Good morning! So, the hubs and I have really been missing Waco (sic’em Bears) and college in general lately, which is what inspired today’s post!
If you’re from Waco or went to Baylor University, then you know the greatness that is Elite. My college roomie and I used to go weekly it seems like and we would always get the same dish: pineapple chicken salad. (side note: I looked up the menu today and didn’t see this item on the menu…guess that shows how old I am…) Anyway, with Waco on my mind and summer on the horizon, I thought I’d try and recreate a healthier version of this tasty dish!
- 2 C skinless, boneless chicken breasts
- one pineapple (this dish makes enough for 2, so get more pineapples if you’re making for more than 2)

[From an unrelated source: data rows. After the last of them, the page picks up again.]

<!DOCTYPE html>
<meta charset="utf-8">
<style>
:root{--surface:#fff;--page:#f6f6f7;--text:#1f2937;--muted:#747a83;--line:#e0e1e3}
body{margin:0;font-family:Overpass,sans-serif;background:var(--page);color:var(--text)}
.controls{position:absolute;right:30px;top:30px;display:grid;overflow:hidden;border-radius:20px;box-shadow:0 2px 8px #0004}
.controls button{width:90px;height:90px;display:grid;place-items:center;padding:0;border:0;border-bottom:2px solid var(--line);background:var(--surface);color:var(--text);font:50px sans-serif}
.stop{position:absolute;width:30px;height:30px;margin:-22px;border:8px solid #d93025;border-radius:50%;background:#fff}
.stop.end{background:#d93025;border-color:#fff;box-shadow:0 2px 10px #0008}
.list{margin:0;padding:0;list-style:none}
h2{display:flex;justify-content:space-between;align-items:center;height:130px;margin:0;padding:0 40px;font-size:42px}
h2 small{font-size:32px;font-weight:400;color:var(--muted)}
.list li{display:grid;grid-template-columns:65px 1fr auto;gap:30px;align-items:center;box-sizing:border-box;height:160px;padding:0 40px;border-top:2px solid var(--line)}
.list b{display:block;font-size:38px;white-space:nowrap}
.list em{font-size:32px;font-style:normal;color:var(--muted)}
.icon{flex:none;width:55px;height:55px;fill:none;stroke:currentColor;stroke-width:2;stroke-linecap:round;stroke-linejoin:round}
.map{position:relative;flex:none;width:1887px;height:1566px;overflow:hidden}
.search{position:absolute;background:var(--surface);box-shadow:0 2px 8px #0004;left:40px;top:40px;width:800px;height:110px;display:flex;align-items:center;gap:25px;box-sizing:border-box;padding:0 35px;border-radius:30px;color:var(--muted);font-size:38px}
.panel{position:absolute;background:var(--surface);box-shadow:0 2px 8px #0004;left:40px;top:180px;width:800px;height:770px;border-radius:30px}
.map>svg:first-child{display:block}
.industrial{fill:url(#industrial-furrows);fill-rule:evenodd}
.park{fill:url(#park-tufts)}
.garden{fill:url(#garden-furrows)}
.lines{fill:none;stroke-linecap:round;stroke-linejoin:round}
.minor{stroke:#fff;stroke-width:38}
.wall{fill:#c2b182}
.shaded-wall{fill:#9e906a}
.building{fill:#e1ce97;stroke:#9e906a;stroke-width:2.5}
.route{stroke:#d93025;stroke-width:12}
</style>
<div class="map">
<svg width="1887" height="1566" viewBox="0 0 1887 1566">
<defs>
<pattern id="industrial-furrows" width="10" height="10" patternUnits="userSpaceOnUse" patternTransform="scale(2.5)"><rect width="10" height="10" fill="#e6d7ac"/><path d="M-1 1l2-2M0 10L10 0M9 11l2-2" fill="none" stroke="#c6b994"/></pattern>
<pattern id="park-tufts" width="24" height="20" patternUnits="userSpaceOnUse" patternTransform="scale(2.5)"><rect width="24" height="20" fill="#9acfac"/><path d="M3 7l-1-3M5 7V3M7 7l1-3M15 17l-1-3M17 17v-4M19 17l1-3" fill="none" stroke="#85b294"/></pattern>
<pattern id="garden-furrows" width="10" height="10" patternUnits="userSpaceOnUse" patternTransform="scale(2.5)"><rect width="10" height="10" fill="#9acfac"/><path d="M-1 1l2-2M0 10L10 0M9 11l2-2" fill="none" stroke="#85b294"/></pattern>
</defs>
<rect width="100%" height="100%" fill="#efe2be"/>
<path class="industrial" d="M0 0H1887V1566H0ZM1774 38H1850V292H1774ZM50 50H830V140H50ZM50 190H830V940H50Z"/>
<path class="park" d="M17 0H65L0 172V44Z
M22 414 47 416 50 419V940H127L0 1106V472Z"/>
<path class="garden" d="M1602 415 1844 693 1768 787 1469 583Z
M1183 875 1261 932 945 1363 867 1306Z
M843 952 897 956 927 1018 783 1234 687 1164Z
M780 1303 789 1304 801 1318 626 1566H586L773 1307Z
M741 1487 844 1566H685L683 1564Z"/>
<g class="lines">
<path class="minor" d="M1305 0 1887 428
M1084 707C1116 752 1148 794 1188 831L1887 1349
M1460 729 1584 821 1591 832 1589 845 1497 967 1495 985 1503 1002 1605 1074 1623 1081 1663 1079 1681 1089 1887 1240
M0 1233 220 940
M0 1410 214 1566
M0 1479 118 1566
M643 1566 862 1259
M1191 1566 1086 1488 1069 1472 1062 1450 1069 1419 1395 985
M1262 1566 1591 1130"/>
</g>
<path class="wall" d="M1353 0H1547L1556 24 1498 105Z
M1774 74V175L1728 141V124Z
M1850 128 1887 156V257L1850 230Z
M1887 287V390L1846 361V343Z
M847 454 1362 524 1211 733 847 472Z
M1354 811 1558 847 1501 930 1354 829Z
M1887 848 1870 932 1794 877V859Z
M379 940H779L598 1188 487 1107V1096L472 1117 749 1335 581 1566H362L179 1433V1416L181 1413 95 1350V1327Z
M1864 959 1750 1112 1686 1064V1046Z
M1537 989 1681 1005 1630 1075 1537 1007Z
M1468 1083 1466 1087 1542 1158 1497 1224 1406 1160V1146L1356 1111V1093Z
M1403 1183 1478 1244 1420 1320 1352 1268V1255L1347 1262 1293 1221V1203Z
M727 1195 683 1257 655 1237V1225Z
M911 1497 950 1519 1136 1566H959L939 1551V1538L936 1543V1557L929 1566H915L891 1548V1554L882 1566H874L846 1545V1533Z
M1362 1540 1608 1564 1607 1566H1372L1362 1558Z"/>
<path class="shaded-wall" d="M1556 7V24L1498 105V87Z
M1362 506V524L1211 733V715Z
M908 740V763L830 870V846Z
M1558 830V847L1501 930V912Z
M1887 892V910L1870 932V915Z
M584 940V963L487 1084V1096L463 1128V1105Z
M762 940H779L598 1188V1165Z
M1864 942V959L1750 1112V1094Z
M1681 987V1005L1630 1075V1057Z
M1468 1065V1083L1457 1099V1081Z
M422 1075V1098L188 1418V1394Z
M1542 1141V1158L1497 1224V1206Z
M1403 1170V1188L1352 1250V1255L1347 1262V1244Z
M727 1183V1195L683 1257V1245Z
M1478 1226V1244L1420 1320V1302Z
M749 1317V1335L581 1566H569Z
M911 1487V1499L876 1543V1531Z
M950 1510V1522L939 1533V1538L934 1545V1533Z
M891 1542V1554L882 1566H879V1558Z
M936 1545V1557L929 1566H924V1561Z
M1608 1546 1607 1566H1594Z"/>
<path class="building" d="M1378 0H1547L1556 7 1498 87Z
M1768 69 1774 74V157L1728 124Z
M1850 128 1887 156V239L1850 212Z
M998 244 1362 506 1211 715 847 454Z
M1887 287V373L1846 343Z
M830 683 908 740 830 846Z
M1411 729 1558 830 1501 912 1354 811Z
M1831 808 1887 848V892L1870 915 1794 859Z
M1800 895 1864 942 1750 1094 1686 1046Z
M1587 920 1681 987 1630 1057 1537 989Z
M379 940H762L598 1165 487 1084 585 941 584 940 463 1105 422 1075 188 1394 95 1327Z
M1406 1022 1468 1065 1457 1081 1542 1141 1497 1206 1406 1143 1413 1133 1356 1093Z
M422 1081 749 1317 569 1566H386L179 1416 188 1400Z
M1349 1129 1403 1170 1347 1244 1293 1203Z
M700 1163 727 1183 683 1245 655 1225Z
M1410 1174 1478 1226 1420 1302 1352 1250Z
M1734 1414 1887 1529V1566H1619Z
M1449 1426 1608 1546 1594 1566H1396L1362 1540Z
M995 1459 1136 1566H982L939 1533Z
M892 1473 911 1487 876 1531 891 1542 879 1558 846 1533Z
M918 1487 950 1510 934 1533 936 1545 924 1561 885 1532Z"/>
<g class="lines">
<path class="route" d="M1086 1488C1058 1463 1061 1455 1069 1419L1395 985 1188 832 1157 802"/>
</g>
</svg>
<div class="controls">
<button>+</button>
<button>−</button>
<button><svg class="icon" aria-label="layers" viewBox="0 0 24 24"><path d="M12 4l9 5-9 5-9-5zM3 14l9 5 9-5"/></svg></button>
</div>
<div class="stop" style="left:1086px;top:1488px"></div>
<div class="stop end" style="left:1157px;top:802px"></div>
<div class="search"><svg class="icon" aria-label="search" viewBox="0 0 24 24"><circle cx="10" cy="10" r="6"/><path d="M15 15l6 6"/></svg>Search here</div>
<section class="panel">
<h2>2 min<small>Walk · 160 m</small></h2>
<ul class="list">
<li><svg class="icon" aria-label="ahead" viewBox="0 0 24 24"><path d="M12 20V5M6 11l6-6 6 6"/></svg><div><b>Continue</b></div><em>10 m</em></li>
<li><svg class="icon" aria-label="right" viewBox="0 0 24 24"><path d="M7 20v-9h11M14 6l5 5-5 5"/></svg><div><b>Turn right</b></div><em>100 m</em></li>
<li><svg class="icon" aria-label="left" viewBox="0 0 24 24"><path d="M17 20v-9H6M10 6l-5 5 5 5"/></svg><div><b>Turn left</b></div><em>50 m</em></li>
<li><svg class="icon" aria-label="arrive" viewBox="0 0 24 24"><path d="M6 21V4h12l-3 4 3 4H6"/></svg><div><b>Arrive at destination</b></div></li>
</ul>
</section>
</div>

- 1/4 C fat free sour cream
- 1 T greek yogurt
- 2 T chopped green onions
- 1/2 C chopped celery
- 2 T chopped cashews
- 1/4 tsp curry powder
Now, let’s get down to business. First, cook your chicken breasts. OR, if you’re like me and are all about “easy” and “fast,” then you can always buy an oven roasted chicken from your local grocery store. That’s what I did this time and the great thing about this route is you just reheat it in the oven or microwave AND you will have a lot of leftover meat that you can use for another dish or use later in the week.
Combine your sour cream, greek yogurt and curry powder. Greek yogurt is a great substitute for mayo and to be honest, my husband didn’t even notice. 😉
Mix your green onions, celery, cashews, and chicken together. Then, add them to your sauce mixture.
Cut your pineapple in half. Carve out enough pineapple to make a bowl for your chicken salad. You can either add your pineapple chunks to your chicken salad or leave them out – up to you!
Serve up your chicken salad and enjoy your easy, tasty, healthy dinner!